Three transcription factors with a helix-loop-helix domain are encoded on
chromosome 21: *SIM2*, which is a master regulator of neurogenesis and is
thought to contribute to some specific phenotypes of Down syndrome
[@Gardiner:2006uj] and the two genes _OLIG1_ and _OLIG2_ for which genetic
triplication was shown to cause developmental brain defects
[@Chakrabarti:2010dt]. To visualize the exonic regions encoding the
helix-loop-helix domain of these genes we next retrieve their transcript models
and the positions of all Pfam protein domains within the amino acid sequences of
encoded by these transcripts.
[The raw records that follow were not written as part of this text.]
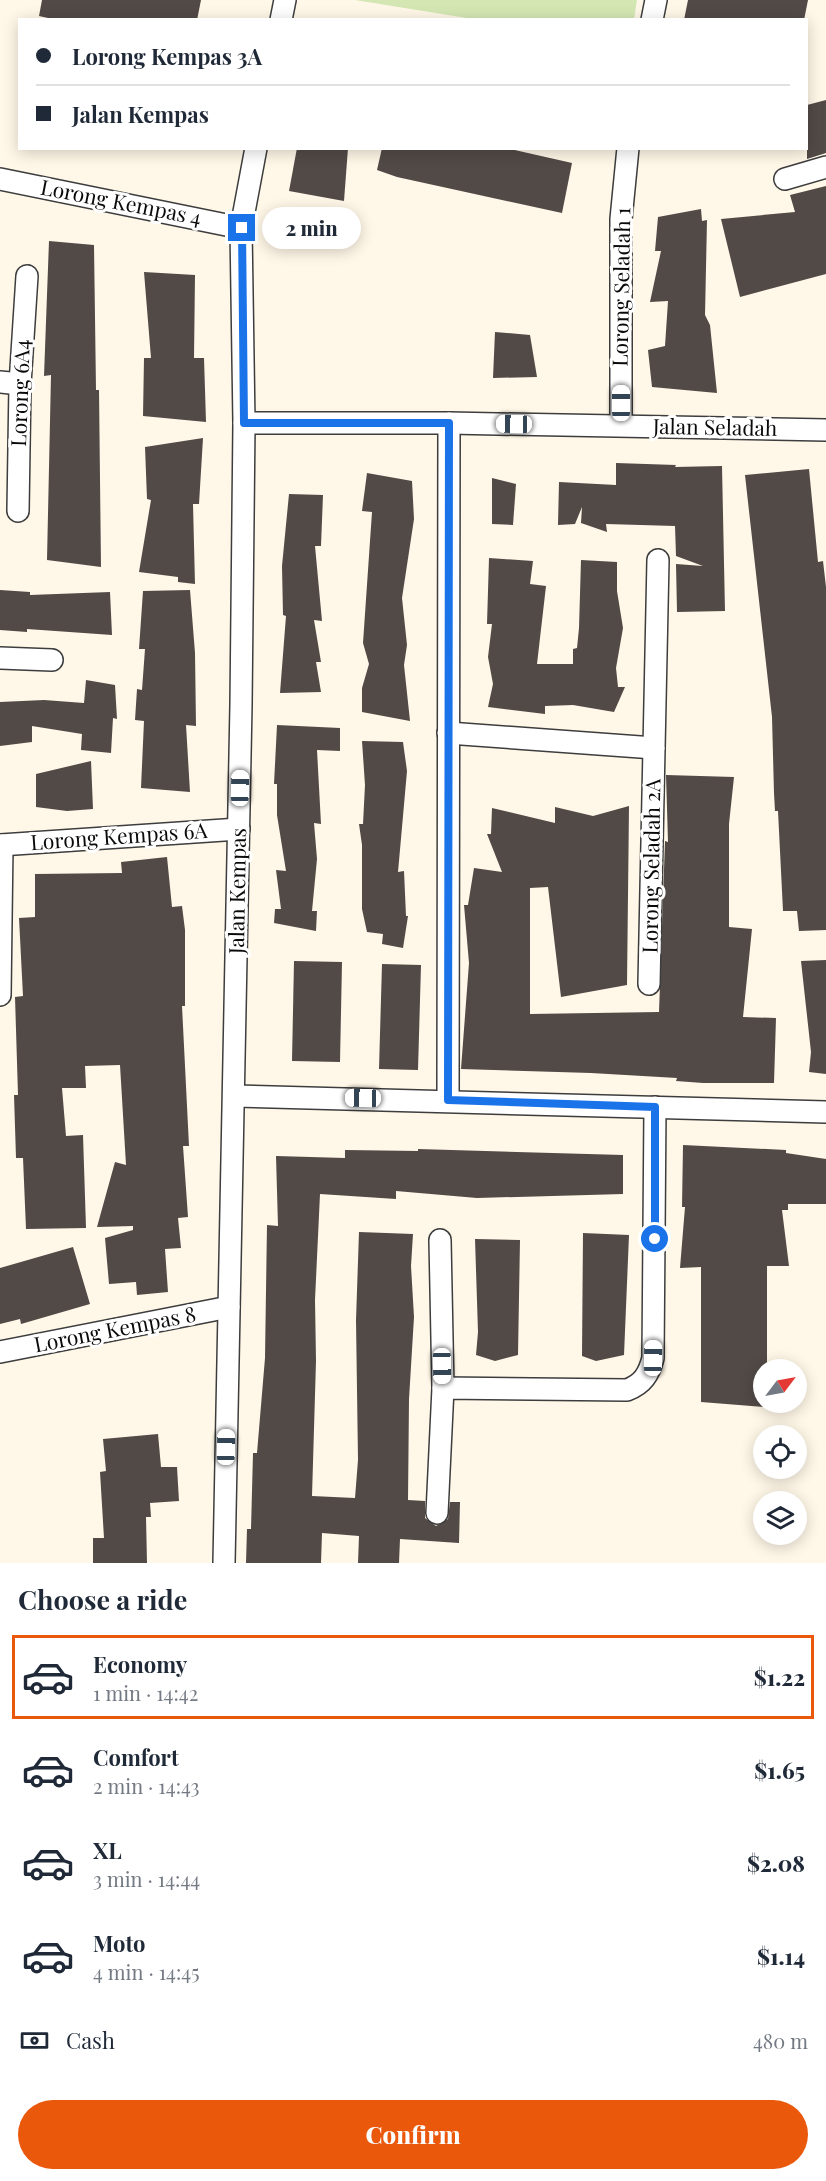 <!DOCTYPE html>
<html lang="en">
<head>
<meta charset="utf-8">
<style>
  :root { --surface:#fff; --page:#f2f2f3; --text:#1f2937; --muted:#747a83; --line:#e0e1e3; --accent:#ea580c }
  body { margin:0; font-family:"Playfair Display",serif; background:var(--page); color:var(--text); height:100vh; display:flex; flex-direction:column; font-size:22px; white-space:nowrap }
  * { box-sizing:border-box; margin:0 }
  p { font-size:20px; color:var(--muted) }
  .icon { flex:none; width:33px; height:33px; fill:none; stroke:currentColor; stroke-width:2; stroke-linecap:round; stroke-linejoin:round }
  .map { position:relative; height:1563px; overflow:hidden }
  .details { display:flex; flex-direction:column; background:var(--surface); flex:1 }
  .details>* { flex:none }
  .hud { position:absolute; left:18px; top:18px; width:790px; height:132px; border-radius:0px; box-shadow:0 3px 15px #0003; display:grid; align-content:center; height:132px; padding:0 18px; background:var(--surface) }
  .needle { width:39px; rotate:58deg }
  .buttons { position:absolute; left:753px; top:1359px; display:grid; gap:12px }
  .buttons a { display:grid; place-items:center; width:54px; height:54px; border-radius:50%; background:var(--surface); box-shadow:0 3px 15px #0003; font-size:30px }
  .end { position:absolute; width:27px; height:27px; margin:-14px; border:8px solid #1a73e8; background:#fff; box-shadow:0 0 0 3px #fff }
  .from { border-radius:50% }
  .bubble { position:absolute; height:42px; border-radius:21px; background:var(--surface); box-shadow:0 3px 15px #0003; font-size:20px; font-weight:800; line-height:42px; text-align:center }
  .car { position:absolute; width:18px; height:36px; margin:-18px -9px; border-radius:8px; box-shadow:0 0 4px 2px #0007; background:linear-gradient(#fff 24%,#345 0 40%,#fff 0 76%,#345 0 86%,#fff 0) }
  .hud b { display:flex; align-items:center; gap:21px; height:57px; font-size:22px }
  .hud b+b { border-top:2px solid var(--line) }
  .hud i { width:15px; height:15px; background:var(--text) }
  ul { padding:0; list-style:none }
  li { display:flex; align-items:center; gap:18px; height:84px; margin:0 12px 9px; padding:0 6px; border:3px solid transparent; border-radius:0px }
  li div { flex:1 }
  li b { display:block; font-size:22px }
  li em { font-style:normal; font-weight:800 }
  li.selected { border-color:var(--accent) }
  li>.icon { width:54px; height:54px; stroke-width:1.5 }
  h2 { padding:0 18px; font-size:27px; line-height:72px }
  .pay { display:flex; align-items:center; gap:15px; height:66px; padding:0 18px; font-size:22px }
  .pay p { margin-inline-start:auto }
  .cta { display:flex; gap:12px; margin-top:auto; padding:12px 18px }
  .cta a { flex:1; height:69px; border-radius:36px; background:var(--accent); color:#fff; font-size:24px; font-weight:800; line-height:69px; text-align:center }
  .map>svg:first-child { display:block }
  .green { fill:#d4e7b3 }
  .building { fill:#524a47 }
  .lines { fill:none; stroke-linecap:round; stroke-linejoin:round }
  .minor-casing { stroke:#3d3d3d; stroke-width:24 }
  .minor { stroke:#fff; stroke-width:21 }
  .route { stroke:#1a73e8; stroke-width:8 }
  .labels { text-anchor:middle; stroke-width:6; stroke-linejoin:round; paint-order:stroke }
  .street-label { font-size:21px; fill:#0a0a0a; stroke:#fff }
</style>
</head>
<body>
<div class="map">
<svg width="826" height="1563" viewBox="0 0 826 1563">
  <rect width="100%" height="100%" fill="#fff7e7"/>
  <path class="green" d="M 355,0 L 637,0 L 634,19 L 473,19 Z"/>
  <g class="building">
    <path d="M 42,0 L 201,0 L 197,20 L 57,20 L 39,16 Z"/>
    <path d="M 688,0 L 808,0 L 804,20 L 684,20 Z"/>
    <path d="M 826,100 L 826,153 L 807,159 L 807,105 Z"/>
    <path d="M 297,148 L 348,148 L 344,201 L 289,191 Z"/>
    <path d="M 382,148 L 506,148 L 572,163 L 562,213 L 397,177 L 377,170 Z"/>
    <path d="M 826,186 L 826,274 L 740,297 L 721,219 L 795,212 L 790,195 Z"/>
    <path d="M 701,209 L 702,221 L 707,220 L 705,315 L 710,325 L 717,393 L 652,387 L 648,350 L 665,346 L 668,301 L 650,302 L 661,251 L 655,251 L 658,217 Z"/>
    <path d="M 49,241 L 94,245 L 96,390 L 99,390 L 101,567 L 47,560 L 51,375 L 44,376 Z"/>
    <path d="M 144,272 L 195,275 L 194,358 L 204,358 L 206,422 L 143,416 L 144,358 L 151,358 Z"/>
    <path d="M 495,332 L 530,335 L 537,377 L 493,378 Z"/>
    <path d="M 203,438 L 199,504 L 193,504 L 195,584 L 178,582 L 178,577 L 139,572 L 151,500 L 147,499 L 145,447 Z"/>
    <path d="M 616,463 L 676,465 L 675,467 L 722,466 L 725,611 L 677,612 L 676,564 L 703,566 L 676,556 L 675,526 L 606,524 L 607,532 L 581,523 L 582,507 L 575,524 L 558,525 L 559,482 L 616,485 Z"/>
    <path d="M 809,469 L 818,562 L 823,561 L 826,587 L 826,930 L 799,931 L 797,911 L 783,911 L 778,811 L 775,811 L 774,793 L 772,717 L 745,475 Z"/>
    <path d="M 367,473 L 412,481 L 414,519 L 402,598 L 407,645 L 404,665 L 410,721 L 362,712 L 362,688 L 369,664 L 363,643 L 372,512 L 362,511 Z"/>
    <path d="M 492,478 L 516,484 L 513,525 L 492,524 Z"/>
    <path d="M 289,494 L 323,495 L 321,546 L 315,546 L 322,621 L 314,620 L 321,662 L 316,662 L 321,692 L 280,693 L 286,616 L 283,615 L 282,566 Z"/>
    <path d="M 489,558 L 533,561 L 530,584 L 546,586 L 537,664 L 573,664 L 573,649 L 577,648 L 579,628 L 581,560 L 617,562 L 617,591 L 623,628 L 616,668 L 618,687 L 625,687 L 614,712 L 573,705 L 545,706 L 545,714 L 488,707 L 493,684 L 488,657 L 492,624 L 487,624 Z"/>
    <path d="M 0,590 L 30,592 L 30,595 L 110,592 L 112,635 L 27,629 L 27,632 L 0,630 Z"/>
    <path d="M 190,590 L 195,653 L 196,726 L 186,725 L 190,792 L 141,788 L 144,721 L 135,720 L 137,689 L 142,690 L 145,649 L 139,649 L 143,591 Z"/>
    <path d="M 86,680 L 115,685 L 117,719 L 113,718 L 111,753 L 81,750 L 82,734 L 32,726 L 32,742 L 0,746 L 0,702 L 44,700 L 84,703 Z"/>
    <path d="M 277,725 L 340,728 L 340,751 L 317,750 L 321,824 L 314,823 L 317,859 L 312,911 L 317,911 L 316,931 L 274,923 L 275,909 L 281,909 L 276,870 L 286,871 L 277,815 L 277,784 L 274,784 Z"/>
    <path d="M 362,741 L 403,742 L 407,771 L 398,872 L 404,871 L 406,916 L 408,916 L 403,948 L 382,944 L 383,934 L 367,932 L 362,909 L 362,845 L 359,824 L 363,824 L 365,785 Z"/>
    <path d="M 91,761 L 93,809 L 67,811 L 36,807 L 36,774 Z"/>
    <path d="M 666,775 L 734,777 L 729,824 L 729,927 L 752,929 L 743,1017 L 776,1018 L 774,1083 L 703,1083 L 676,1081 L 677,1078 L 591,1073 L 461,1069 L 469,963 L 464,905 L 468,905 L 474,868 L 502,872 L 487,834 L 491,834 L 492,808 L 555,823 L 555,807 L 593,816 L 629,806 L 627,985 L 561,997 L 548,887 L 530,888 L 530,1014 L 659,1012 L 665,841 L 668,842 Z"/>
    <path d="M 167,857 L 172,907 L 182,906 L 185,930 L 185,1006 L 182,1006 L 189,1146 L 183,1146 L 188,1217 L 178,1218 L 181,1248 L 165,1249 L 168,1292 L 137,1295 L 136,1282 L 109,1284 L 105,1238 L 133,1230 L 133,1226 L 97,1227 L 115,1162 L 126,1165 L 120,1065 L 85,1066 L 86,1088 L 62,1088 L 66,1136 L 83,1135 L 86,1228 L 26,1229 L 23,1158 L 16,1158 L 14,1095 L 18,1095 L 15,997 L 23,996 L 19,918 L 35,917 L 35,874 L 122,873 L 121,862 Z"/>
    <path d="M 826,960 L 826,1074 L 809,1072 L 811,1052 L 801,961 Z"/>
    <path d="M 294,961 L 342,962 L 340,1062 L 292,1061 Z"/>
    <path d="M 382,964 L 421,965 L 418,1070 L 379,1069 Z"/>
    <path d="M 683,1145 L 786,1150 L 786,1153 L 826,1159 L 826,1204 L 788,1204 L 788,1210 L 782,1210 L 789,1266 L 767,1266 L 767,1370 L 764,1370 L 764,1407 L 701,1402 L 701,1267 L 680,1268 L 685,1207 L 682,1207 Z"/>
    <path d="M 418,1149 L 623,1155 L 623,1194 L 477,1198 L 396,1191 L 396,1199 L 320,1194 L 315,1300 L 316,1361 L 312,1496 L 355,1498 L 358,1460 L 356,1320 L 359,1232 L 413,1234 L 411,1266 L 414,1317 L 409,1399 L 408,1500 L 425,1501 L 425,1518 L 436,1526 L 448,1519 L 450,1502 L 460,1502 L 459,1543 L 400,1539 L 399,1563 L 358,1563 L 359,1536 L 322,1533 L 321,1563 L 246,1563 L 247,1529 L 251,1529 L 253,1453 L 257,1453 L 265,1358 L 267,1225 L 278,1226 L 276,1156 L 345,1158 L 345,1150 L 418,1151 Z"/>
    <path d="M 583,1233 L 629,1235 L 624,1355 L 596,1361 L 582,1356 Z"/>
    <path d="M 475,1239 L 520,1240 L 518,1355 L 495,1361 L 476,1355 L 478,1332 Z"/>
    <path d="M 73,1247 L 90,1304 L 21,1324 L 20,1319 L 0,1324 L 0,1268 Z"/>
    <path d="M 158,1434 L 161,1467 L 177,1467 L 179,1501 L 150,1503 L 151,1517 L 146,1517 L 147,1563 L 93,1563 L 93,1538 L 104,1538 L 100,1472 L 106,1471 L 103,1439 Z"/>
  </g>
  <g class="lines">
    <g class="minor-casing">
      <g id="minor">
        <path d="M 281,20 L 285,0"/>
        <path d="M 652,20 L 656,0"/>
        <path d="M 0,179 L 241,228"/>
        <path d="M 785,179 L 826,167"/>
        <path d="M 0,382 L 20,384"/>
        <path d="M 244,423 L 449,423 L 826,430"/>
        <path d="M 621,425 L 621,219 L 628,148"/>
        <path d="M 18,511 L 20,384 L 27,276"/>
        <path d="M 0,658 L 52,660"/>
        <path d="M 448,733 L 654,748"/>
        <path d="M 0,845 L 239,829"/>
        <path d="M 649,984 L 658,560"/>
        <path d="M 0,995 L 2,845"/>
        <path d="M 234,1096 L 826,1112"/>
        <path d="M 448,1100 L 449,423"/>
        <path d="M 440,1240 L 443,1388"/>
        <path d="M 0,1352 L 229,1307"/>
        <path d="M 437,1513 L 443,1388 L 627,1390 C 643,1384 649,1374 653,1358 L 655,1107"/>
        <path d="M 224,1563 L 241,705 L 244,423 L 241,228 L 256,148"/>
      </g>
    </g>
    <use href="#minor" class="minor"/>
  </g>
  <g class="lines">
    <path class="route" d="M 242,228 L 244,423 L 449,423 L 448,1100 L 655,1107 L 655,1239"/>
  </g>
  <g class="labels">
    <g class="street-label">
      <text transform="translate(121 203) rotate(11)" y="7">Lorong Kempas 4</text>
      <text transform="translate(622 287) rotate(-89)" y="7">Lorong Seladah 1</text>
      <text transform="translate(21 393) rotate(-88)" y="7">Lorong 6A4</text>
      <text transform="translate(715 428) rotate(1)" y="7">Jalan Seladah</text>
      <text transform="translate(119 837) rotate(-4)" y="7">Lorong Kempas 6A</text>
      <text transform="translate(652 866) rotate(-89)" y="7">Lorong Seladah 2A</text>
      <text transform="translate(238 891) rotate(-89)" y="7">Jalan Kempas</text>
      <text transform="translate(115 1330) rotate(-11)" y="7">Lorong Kempas 8</text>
    </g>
  </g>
</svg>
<div class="buttons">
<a><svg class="needle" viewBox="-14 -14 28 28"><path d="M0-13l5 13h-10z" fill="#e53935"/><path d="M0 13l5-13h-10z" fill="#747a83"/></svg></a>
<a><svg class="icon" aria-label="locate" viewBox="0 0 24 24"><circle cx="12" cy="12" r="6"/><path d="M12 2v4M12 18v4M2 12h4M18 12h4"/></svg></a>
<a><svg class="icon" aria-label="layers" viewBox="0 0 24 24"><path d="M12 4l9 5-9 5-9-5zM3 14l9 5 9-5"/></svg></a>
</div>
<i class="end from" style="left:655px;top:1239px"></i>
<i class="end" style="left:242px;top:228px"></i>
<div class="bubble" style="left:262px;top:207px;width:99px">2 min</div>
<i class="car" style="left:621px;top:403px;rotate:0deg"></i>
<i class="car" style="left:514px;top:424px;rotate:271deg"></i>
<i class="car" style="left:240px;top:788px;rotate:1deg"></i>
<i class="car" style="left:363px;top:1098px;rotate:271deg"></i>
<i class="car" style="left:653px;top:1358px;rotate:1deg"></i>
<i class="car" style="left:442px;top:1366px;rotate:179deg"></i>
<i class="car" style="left:226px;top:1447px;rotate:1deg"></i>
<div class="hud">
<b><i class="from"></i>Lorong Kempas 3A</b>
<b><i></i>Jalan Kempas</b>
</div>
</div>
<section class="details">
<h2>Choose a ride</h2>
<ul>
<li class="selected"><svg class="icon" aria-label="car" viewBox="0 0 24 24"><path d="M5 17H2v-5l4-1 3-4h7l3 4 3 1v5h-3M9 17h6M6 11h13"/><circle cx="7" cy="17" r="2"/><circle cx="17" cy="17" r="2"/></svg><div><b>Economy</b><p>1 min · 14:42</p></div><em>$1.22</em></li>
<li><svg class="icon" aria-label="car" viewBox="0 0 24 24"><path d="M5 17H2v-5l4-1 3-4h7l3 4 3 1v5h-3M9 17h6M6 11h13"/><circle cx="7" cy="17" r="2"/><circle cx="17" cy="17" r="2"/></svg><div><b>Comfort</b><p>2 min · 14:43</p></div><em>$1.65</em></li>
<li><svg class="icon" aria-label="car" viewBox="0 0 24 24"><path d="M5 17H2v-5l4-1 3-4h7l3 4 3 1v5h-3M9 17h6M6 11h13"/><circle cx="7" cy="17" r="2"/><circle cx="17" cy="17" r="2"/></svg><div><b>XL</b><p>3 min · 14:44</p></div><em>$2.08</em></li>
<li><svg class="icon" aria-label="car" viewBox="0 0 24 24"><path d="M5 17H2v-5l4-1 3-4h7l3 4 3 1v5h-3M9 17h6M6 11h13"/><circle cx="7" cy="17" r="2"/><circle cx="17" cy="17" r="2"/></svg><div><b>Moto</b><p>4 min · 14:45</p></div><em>$1.14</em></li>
</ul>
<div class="pay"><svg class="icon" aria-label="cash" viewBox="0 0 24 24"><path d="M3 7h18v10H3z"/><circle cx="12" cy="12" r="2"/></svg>Cash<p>480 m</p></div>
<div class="cta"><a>Confirm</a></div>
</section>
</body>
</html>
We process _SIM2_ separately from _OLIG1_ and
_OLIG2_ because the latter are encoded in a narrow region on chromosome 21 and
can thus be visualized easily within the same plot. We extract the transcript
models for _OLIG1_ and _OLIG2_ that encode the protein domain using the
`getGeneRegionTrackForGviz` function which returns the data in a format that can
be directly passed to functions from the `Gviz` Bioconductor package
[@Hahne:2016ha] for plotting. Since `Gviz` expects UCSC-style chromosome names
instead of the Ensembl chromosome names (e.g. `chr21` instead of `21`), we
change the format in which chromosome names are returned by `ensembldb` with the
`seqlevelsStyle` method. All subsequent queries to the `EnsDb` database will
return chromosome names in UCSC format.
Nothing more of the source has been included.